PROVIDED MATERIAL: Begin

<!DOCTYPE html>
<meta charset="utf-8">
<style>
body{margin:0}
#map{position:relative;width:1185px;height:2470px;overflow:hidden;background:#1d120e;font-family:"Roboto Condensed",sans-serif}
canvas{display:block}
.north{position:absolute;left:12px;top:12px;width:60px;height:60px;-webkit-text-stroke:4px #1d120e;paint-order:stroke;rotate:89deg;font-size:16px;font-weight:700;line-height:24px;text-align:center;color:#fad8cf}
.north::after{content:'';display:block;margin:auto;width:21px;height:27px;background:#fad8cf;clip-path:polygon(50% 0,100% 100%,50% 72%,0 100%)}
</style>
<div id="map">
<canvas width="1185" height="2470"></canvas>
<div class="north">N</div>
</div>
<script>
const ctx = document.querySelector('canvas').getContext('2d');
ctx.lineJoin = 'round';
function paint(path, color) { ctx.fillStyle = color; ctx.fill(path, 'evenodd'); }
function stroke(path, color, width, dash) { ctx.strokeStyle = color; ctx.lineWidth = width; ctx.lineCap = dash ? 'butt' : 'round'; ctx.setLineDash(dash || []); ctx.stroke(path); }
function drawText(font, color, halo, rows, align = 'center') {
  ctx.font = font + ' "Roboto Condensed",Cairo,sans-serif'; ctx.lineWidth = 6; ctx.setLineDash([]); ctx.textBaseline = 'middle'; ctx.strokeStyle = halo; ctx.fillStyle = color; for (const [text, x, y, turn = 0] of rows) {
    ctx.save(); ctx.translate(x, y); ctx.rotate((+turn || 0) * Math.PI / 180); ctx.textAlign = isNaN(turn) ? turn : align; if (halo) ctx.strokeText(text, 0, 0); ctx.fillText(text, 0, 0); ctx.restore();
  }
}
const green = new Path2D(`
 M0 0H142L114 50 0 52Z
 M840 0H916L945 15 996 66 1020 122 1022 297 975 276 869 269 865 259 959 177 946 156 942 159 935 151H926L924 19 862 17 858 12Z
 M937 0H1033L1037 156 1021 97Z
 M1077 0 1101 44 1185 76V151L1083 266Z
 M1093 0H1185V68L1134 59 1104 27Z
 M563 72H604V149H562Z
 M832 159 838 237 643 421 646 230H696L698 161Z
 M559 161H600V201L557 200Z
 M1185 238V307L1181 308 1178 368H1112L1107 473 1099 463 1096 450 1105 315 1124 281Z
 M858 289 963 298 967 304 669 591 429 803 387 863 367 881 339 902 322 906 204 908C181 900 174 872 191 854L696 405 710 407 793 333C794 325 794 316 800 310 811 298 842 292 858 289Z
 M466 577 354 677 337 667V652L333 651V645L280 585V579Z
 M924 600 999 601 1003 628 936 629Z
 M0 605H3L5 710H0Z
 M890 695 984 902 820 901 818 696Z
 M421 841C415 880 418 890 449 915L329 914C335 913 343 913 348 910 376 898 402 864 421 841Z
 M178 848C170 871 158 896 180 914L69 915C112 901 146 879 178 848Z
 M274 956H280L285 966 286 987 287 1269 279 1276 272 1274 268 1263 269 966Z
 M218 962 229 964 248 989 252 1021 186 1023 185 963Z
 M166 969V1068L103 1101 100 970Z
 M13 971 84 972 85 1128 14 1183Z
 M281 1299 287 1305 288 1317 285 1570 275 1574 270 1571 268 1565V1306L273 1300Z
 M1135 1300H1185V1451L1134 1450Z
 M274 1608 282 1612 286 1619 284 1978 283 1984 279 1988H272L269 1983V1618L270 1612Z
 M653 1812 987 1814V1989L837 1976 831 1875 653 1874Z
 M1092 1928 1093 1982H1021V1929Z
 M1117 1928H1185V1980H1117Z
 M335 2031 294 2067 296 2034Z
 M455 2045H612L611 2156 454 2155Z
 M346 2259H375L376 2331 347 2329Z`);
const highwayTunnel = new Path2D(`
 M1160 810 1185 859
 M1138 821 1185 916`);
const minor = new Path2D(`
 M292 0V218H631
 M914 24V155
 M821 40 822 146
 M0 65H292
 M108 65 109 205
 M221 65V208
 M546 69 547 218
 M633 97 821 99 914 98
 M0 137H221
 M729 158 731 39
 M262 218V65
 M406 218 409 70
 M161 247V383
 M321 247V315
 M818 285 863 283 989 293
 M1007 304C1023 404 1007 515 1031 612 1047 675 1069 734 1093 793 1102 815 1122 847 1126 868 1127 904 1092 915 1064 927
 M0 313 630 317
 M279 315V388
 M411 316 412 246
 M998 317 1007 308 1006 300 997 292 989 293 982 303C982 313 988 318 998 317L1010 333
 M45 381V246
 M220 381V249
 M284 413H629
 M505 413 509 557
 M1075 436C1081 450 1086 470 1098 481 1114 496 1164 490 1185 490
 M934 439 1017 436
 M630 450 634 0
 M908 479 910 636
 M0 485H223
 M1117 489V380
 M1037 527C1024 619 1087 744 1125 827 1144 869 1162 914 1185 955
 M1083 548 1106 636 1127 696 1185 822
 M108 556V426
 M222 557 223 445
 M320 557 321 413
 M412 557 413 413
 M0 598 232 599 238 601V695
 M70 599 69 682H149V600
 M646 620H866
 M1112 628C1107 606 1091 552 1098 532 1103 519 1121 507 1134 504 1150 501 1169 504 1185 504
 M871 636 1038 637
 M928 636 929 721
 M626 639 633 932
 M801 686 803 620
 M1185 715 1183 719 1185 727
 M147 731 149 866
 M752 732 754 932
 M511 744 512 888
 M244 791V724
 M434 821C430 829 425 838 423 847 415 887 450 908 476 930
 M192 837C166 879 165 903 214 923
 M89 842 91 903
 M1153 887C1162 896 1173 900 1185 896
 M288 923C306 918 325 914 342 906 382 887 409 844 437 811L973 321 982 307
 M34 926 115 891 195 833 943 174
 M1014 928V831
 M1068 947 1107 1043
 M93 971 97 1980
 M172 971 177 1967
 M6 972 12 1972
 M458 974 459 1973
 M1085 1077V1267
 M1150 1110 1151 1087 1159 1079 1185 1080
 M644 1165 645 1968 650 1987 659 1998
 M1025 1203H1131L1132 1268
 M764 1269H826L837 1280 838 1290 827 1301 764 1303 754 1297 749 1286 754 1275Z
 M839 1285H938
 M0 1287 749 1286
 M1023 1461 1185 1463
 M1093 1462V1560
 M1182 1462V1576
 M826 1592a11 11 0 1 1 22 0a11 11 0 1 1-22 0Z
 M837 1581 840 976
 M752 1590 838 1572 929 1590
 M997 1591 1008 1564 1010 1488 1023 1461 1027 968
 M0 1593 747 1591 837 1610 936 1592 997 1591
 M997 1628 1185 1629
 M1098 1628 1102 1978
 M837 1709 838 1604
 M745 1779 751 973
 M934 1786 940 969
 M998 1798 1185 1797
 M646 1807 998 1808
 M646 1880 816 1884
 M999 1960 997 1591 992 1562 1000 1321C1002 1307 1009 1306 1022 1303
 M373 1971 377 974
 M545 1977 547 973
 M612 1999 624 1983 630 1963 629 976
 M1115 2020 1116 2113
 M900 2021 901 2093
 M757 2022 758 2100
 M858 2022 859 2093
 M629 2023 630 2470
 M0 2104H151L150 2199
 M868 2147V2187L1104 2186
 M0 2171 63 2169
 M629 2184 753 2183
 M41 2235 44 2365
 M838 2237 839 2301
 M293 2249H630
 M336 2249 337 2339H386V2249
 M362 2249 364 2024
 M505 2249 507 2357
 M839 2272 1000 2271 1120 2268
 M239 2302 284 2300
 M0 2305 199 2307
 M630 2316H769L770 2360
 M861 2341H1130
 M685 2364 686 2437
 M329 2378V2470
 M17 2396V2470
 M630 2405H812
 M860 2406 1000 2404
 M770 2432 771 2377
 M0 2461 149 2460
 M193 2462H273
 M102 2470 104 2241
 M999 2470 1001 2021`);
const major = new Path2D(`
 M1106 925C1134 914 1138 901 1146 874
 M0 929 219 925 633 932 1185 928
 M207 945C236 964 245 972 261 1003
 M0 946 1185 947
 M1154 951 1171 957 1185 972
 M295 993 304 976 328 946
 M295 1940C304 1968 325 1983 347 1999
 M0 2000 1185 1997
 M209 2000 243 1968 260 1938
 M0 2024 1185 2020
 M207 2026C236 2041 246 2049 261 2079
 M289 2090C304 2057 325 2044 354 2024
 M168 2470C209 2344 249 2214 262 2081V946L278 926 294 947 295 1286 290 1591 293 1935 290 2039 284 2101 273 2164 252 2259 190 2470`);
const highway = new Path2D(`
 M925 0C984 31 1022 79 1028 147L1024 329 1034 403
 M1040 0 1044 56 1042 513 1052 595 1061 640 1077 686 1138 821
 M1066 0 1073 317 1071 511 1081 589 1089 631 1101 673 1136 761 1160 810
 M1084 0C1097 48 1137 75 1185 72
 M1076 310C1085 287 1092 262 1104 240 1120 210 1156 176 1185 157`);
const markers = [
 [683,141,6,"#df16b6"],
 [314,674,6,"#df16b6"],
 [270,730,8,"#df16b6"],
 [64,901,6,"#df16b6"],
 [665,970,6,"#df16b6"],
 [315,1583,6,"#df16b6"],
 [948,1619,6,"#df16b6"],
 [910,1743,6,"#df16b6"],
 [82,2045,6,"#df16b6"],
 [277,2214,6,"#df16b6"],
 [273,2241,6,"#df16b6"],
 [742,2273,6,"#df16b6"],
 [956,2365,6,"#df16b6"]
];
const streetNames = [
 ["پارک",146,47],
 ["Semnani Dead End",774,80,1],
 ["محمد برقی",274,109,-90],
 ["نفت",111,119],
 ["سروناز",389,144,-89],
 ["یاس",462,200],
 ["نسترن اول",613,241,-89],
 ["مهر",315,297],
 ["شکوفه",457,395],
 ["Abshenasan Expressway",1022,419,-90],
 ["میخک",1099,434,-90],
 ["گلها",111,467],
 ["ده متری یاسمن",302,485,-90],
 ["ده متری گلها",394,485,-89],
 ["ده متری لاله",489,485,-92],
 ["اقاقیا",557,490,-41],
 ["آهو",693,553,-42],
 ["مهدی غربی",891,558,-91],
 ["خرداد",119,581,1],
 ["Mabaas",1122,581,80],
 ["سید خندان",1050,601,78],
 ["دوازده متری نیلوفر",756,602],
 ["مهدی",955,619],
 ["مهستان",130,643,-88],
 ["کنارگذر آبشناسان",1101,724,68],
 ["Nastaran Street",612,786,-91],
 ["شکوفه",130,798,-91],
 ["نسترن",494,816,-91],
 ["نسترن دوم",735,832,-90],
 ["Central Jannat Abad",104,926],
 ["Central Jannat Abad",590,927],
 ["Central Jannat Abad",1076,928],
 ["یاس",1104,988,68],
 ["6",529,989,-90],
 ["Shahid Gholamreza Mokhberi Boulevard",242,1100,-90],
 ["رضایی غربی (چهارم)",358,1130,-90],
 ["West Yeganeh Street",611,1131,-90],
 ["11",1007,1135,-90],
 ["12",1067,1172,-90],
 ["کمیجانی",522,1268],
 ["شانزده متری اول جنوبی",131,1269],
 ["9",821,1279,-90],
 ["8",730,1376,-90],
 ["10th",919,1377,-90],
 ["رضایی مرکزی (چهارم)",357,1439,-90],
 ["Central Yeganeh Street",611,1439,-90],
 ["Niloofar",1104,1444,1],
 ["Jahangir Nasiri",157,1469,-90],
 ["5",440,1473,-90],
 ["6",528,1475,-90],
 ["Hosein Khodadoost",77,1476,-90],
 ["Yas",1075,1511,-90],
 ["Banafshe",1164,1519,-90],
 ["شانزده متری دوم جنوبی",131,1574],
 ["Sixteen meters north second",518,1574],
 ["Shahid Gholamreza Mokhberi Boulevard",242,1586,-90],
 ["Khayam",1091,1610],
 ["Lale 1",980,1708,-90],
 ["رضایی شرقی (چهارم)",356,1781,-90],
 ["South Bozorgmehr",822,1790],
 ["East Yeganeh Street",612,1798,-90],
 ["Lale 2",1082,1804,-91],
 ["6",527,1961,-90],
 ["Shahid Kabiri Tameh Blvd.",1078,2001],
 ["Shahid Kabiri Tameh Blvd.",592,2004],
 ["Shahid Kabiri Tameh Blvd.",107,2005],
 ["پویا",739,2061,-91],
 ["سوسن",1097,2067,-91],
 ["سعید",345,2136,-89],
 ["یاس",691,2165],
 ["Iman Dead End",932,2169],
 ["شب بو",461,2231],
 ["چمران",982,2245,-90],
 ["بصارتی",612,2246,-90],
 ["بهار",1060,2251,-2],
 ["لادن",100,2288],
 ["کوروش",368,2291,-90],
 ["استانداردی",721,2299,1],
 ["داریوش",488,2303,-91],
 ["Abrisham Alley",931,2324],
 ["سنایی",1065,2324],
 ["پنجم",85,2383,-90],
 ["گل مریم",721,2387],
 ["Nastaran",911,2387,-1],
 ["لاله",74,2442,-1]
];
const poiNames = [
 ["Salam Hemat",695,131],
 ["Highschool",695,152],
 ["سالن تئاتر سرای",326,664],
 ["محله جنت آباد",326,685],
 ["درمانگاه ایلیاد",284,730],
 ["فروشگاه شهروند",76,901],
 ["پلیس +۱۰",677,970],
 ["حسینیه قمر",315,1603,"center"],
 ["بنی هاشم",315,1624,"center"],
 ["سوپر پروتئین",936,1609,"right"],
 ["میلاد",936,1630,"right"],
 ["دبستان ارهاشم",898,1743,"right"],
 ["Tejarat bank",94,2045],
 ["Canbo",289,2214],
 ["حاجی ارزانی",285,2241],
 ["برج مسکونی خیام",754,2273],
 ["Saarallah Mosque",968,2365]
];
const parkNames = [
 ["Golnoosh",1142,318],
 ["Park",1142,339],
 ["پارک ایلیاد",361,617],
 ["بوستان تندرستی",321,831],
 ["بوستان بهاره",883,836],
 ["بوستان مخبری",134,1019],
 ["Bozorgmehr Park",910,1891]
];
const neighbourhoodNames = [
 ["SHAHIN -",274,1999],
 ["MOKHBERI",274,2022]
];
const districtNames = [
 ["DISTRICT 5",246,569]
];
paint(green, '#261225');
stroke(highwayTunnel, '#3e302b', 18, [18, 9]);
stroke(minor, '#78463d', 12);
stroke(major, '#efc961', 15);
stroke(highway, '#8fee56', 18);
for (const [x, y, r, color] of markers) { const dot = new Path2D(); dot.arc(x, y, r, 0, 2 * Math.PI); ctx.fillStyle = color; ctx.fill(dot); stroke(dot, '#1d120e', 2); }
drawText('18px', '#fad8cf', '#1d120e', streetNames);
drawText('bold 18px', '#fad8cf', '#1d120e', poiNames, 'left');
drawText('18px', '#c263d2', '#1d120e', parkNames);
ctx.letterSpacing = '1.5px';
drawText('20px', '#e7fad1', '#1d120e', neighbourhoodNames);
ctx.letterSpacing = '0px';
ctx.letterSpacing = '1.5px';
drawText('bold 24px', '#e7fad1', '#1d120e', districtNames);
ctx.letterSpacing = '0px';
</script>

PROVIDED MATERIAL: End

Copy out each line of the listing that holds the string "function".

function paint(path, color) { ctx.fillStyle = color; ctx.fill(path, 'evenodd'); }
function stroke(path, color, width, dash) { ctx.strokeStyle = color; ctx.lineWidth = width; ctx.lineCap = dash ? 'butt' : 'round'; ctx.setLineDash(dash || []); ctx.stroke(path); }
function drawText(font, color, halo, rows, align = 'center') {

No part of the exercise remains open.